Bottlenose founder Nova Spivack is a serial entrepreneur and the first investor in Klout. He said in an interview that Bottlenose is attempting to do for social search what Google’s algorithm did for web search – organizing content in a way that shows what’s trending, and what’s important. “Our mission is to organize the world’s attention, Google’s mission is organize the world’s information,” Spivack said in an interview. “We’re interested in what people are paying attention to, we’re kind of curating the collective consciousness.”
Users can search a term, person or topic, and Bottlenose compiles the latest trending content from across social media sites into a dashboard view. Users can view the content in a variety of ways, including newspaper-style, or using the company’s Sonar feature, which shows trending content on a heatmap. Users can search without creating an account, but can create one to save searches or follow topics. Registered users can also create a homepage within the app that displays what’s trending in their personal network, as opposed to the global network. “It helps you see what’s happening now, and what’s trending, what’s important, around any topic,” Spivack said. “We’re showing you the most real-time view of what’s happening.”
For example, a user interested in seeing the latest news about the upcoming London Olympics could search for that term, and see the news articles, trending topics and people, and recent comments from social networks, associated with the Olympics at that moment. The discovery engine, which is built in Javascript and HTML5, uses in-house analytics, natural language processing and proprietary algorithms to pick out what’s trending at any given moment.
Bottlenose is a free platform, though Spivack said that several brands and agencies use Bottlenose to detect trends, conversations and influencers. Eventually the company will offer subscription accounts for individuals and brands that offer analytics and other features, as well as a free version that is ad-supported. They also plan to release an API for marketers and brands, as well as plug-in apps for enterprise-level users.
There are a wide variety of companies attempting to unearth social media trends, and aggregate content from a user’s networks, from social media monitoring companies like Radian6, to social media dashboards like Hootsuite, to news readers like Flipboard and Zite, and trendspotting tools like Trendspottr, which is much more of a direct competitor. Social search tool Topsy aims to provide a similar search tool, but Spivack said they’re focused on unearthing past updates, rather than focusing on what’s happening now. Spivack said that Twitter is technically a competitor, even though they pull from Twitter’s API, since they have their own search and discovery features.

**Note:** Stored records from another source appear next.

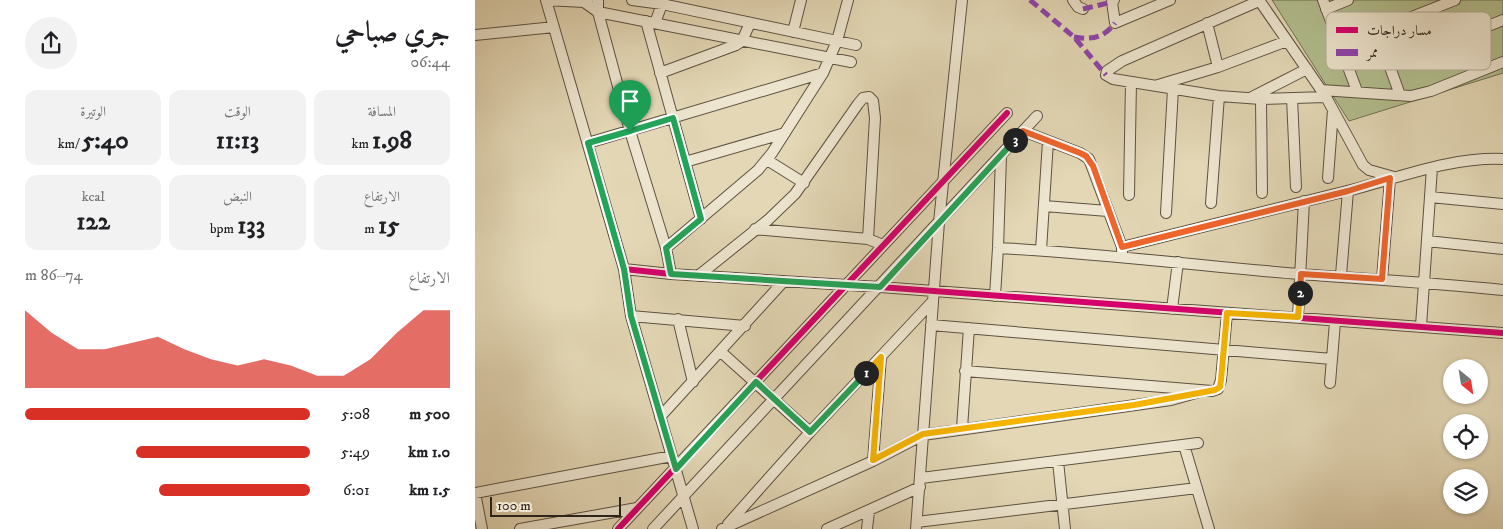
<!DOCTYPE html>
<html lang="ar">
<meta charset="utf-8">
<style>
:root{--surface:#fff;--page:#f2f2f2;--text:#202124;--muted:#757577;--accent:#d93025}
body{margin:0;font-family:"IM FELL DW Pica",Amiri,serif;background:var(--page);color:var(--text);direction:rtl;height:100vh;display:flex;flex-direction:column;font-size:19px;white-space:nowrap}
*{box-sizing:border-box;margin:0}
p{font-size:16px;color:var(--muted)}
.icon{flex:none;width:28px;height:28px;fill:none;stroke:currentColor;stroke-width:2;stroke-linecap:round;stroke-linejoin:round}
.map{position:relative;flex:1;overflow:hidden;direction:ltr}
.sheet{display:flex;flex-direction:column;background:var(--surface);width:475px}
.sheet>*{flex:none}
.needle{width:32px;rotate:150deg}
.controls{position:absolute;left:968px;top:359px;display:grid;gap:10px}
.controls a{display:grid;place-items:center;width:45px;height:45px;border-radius:50%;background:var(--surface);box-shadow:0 1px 4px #0004;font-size:25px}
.scale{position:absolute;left:15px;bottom:12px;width:131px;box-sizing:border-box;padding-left:5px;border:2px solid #30251b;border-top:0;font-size:14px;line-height:18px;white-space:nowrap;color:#30251b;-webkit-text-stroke:4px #ede5cf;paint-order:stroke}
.pin{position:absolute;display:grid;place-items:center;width:42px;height:42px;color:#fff;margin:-51px -21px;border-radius:50% 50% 50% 0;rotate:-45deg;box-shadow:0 0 5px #0007}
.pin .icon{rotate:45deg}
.km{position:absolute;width:25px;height:25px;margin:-12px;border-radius:50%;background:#222;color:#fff;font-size:14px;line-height:25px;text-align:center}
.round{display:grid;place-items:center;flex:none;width:52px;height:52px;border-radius:26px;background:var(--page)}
.summary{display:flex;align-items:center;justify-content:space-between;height:85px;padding:0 25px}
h1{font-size:28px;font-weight:700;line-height:38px}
.stats{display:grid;grid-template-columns:repeat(3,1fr);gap:8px;height:85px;padding:5px 25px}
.stats div{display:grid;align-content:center;border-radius:12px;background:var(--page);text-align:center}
.stats b{font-size:25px;font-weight:700}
.stats small{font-size:14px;font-weight:400}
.stats p{font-size:14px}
.chart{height:140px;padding:10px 25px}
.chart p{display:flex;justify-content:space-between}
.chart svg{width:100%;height:90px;margin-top:5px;fill:var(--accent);opacity:.7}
ul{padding:0 25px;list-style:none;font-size:16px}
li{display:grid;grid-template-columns:80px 60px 1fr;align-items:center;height:38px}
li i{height:12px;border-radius:6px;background:var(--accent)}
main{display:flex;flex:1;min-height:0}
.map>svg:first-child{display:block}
.green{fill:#b2be8e;stroke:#717254}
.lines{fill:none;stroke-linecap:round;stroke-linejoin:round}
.street-casing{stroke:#5d5242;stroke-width:12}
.street{stroke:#ede5cf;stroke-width:10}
.quiet{stroke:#8e44ad;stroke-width:5;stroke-dasharray:10 5;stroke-linecap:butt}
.cycleway-casing{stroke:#ede5cf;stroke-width:9}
.cycleway{stroke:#d6006c;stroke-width:6}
.split-1-casing{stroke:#fff;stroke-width:10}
.split-2-casing{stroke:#fff;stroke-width:10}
.split-3-casing{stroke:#fff;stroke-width:10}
.split-4-casing{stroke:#fff;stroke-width:10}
.split-1{stroke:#22a559;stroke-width:6}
.split-2{stroke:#f5b400;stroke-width:6}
.split-3{stroke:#f0652b;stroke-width:6}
.split-4{stroke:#22a559;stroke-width:6}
.key{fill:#ede5cf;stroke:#b4ab99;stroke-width:1}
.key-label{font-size:14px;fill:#30251b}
</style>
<main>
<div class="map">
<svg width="1028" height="529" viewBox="0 0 1028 529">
<rect width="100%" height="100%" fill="#e3d7b5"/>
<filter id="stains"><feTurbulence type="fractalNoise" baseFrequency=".004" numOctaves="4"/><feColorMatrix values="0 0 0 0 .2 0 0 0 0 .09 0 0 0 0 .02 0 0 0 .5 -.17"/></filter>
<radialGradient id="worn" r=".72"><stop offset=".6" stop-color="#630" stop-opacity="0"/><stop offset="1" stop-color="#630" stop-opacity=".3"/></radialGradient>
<path class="green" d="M797 0H1028V73L874 121Z"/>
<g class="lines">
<g class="street-casing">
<path id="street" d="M71 0 149 269 156 316 218 529
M71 0 109 2 113 0
M123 0V12L155 131 191 248 196 274
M157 0 187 4 381 45
M598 0 603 7 608 9
M639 0 637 2 640 23 695 0
M784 0 851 97 888 165 894 170 919 177
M848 0 882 91
M784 1 647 61 632 71 631 75 638 79 744 96 786 99 851 97
M109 2 123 12 376 62
M851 9 873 0
M171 21 226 219
M180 23 187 4
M732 23 743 67
M902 31 925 95
M318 32 326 0
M0 35 79 27
M865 45 980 0
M915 65 1028 20
M185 73 261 45 267 41 275 23
M683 85 743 67 812 41
M846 90 936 96 956 91 1028 62
M777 97 832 69
M817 98 821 187
M786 99 787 193
M548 131 605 153 614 159 647 247
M113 143 348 73
M292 160 329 183
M210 162 310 133
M853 178 858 110
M654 195 656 82
M955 197 1028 204
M736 203 744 96
M569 206 633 211
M691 213 698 89
M280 229 393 239 408 245
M952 241 1028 249
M191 248 283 170 297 153 348 73 362 41 373 0
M523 248C624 253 724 266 825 274 893 279 960 283 1028 290
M566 250 573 141
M647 257V247C722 228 797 210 872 191 924 178 974 157 1028 159
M149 269 196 274 405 287 1028 333
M866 275 873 191
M223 276 293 220 320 194 383 104 388 98 394 97 398 101 400 118 393 239
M907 279 915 179
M520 296 523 248 526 156
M697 309 703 262
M156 316 270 326
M823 317 829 201
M203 319 218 382
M456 325 857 359
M946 326 957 168
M246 352 335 432
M490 371 737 391 743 389 746 380 752 313
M855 383 860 322
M185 417 309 281
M487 428 494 328
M709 445 734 529
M398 461 406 357
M583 461 590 529
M446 478 723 443
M0 493 197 456
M0 493 7 529
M442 522 722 488
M253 524 335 432 457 302
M45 529 162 508
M143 529 532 113
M178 529 562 116
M247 529 398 461 448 435 696 400 728 391
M352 529 445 487
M392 529 394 511
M441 529 464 222 487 0"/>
</g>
<use href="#street" class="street"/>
<path class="quiet" d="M555 0 599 37 631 75
M608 9 637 2
M599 37C617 40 629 38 640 23"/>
<g class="cycleway-casing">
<path id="cycleway" d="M149 269 196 274 405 287 1028 333
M143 529 532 113"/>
</g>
<use href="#cycleway" class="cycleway"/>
</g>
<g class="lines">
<g class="split-1-casing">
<path id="split-1" d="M155 131 113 143 149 269 156 316 201 469 281 382 335 432 391 373"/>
</g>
<g class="split-2-casing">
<path id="split-2" d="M391 373 406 357 398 460 448 434 659 405 740 390 745 387 746 380 752 313 823 317 825 293"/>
</g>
<g class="split-3-casing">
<path id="split-3" d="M540 140 548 131 605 153 611 156 618 166 647 247 873 191 915 178 907 279 826 274 825 293"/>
</g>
<g class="split-4-casing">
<path id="split-4" d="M155 131 198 118 226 219 191 248 196 274 405 287 540 140"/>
</g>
<use href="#split-1" class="split-1"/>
<use href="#split-2" class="split-2"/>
<use href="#split-3" class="split-3"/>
<use href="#split-4" class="split-4"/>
</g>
<rect x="851" y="12" width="165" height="58" rx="8" class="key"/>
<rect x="861" y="27" width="22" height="6" fill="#d6006c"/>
<rect x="861" y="49" width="22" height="7" fill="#8e44ad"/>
<g class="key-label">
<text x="892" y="35">مسار دراجات</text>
<text x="892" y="57">ممر</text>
</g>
<rect width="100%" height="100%" filter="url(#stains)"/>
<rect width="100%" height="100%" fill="url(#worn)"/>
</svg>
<div class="controls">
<a><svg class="needle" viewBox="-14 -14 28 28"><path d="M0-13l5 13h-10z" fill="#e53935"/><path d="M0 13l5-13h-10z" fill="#757577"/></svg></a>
<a><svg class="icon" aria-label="locate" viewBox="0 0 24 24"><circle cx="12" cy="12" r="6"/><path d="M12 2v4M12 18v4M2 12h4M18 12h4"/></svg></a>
<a><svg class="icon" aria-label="layers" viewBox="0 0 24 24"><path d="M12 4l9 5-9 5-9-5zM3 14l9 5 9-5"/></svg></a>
</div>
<div class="scale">100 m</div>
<div class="pin" style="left:155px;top:131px;background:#1e9e55"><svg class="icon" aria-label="arrive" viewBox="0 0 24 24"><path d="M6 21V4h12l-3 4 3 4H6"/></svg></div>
<b class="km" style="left:391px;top:373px">1</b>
<b class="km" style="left:825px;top:293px">2</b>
<b class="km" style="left:540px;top:140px">3</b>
</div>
<section class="sheet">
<div class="summary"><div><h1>جري صباحي</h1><p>06:44</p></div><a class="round"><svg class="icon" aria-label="share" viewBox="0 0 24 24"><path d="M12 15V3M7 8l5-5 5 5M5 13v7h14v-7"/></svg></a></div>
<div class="stats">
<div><p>المسافة</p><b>1.98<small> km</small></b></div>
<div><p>الوقت</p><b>11:13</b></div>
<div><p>الوتيرة</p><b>5:40<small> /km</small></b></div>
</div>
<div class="stats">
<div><p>الارتفاع</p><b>15<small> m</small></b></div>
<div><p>النبض</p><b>133<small> bpm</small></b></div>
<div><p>kcal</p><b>122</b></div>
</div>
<div class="chart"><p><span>الارتفاع</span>74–86 m</p>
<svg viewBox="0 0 160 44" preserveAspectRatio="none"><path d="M0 44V6L10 17L20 25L30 25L40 22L50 19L60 25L70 30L80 33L90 30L100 33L110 38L120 38L130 30L140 17L150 6L160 6V44z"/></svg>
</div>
<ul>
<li><b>500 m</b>5:08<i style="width:100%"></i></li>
<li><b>1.0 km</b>5:49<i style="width:61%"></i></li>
<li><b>1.5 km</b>6:01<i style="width:53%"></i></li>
</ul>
</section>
</main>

The biggest issue for Bottlenose will be convincing users that they need to find trending information there instead of on social networks or through news sites or RSS feeds. Spivack said that ultimately, Bottlenose is about cutting through the noise. “Social networks have everything right away, but there’s just too much noise,” he said. “How do you know what’s important in that chatter?” In terms of user acquisition, Spivack said that since each search result page has a unique URL, they can be found by search engines, so he envisions people finding the content through Google, and each page is also shareable on social networks. If Bottlenose can become a landing page people open every day to get a snapshot of trending content around the world, it could gain a base of users outside the early beta testers. But trying to lure users’ attention away from social networks is becoming an increasingly tall order.